Staphylococcal protein A inhibits complement activation by interfering with IgG hexamer formation

Proc Natl Acad Sci U S A. 2021 Feb 16;118(7):e2016772118. doi: 10.1073/pnas.2016772118.


Immunoglobulin (Ig) G molecules are essential players in the human immune response against bacterial infections. An important effector of IgG-dependent immunity is the induction of complement activation, a reaction that triggers a variety of responses that help kill bacteria. Antibody-dependent complement activation is promoted by the organization of target-bound IgGs into hexamers that are held together via noncovalent Fc-Fc interactions.
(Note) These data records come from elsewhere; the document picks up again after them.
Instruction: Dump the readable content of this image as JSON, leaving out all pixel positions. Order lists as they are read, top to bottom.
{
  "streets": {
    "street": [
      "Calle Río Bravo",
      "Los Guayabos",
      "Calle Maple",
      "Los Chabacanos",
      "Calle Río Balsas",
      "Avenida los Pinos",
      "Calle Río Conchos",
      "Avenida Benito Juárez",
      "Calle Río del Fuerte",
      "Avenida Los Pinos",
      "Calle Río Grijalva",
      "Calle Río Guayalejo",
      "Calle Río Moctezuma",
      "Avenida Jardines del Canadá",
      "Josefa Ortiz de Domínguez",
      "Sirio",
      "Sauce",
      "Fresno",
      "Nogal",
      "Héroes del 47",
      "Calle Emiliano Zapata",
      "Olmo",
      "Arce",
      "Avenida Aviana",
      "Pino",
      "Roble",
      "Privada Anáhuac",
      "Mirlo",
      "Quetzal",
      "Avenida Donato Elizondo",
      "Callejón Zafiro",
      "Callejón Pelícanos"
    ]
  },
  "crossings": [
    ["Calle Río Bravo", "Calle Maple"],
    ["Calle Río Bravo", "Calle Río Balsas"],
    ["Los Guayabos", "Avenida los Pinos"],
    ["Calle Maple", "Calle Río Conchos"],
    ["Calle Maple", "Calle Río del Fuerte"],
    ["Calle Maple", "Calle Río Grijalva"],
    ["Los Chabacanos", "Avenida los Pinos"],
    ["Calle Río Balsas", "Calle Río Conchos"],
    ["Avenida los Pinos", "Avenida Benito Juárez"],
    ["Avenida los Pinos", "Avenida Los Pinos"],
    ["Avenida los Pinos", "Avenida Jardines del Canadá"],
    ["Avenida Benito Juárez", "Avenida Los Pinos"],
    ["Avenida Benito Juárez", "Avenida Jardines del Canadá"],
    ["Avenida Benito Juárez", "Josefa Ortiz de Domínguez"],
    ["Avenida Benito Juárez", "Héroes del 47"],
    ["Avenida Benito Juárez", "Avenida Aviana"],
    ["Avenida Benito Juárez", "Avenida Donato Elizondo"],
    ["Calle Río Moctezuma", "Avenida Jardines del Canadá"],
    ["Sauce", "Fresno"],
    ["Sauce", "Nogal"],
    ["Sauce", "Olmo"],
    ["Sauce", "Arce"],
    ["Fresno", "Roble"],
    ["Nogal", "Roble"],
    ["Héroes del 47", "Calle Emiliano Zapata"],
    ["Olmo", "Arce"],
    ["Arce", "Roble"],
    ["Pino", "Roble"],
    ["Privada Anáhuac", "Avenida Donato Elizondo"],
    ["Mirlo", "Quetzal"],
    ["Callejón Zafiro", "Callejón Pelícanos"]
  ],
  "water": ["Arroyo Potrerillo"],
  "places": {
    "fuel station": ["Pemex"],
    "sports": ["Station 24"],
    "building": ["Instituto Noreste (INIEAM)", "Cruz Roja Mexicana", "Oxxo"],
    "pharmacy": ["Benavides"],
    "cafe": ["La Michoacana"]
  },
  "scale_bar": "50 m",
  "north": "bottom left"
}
Here we show that staphylococcal protein A (SpA), an important virulence factor and vaccine candidate of Staphylococcus aureus, effectively blocks IgG hexamerization and subsequent complement activation. Using native mass spectrometry and high-speed atomic force microscopy, we demonstrate that SpA blocks IgG hexamerization through competitive binding to the Fc-Fc interaction interface on IgG monomers. In concordance, we show that SpA interferes with the formation of (IgG)6:C1q complexes and prevents downstream complement activation on the surface of S. aureus. Finally, we demonstrate that IgG3 antibodies against S. aureus can potently induce complement activation and opsonophagocytic killing even in the presence of SpA. Together, our findings identify SpA as an immune evasion protein that specifically blocks IgG hexamerization.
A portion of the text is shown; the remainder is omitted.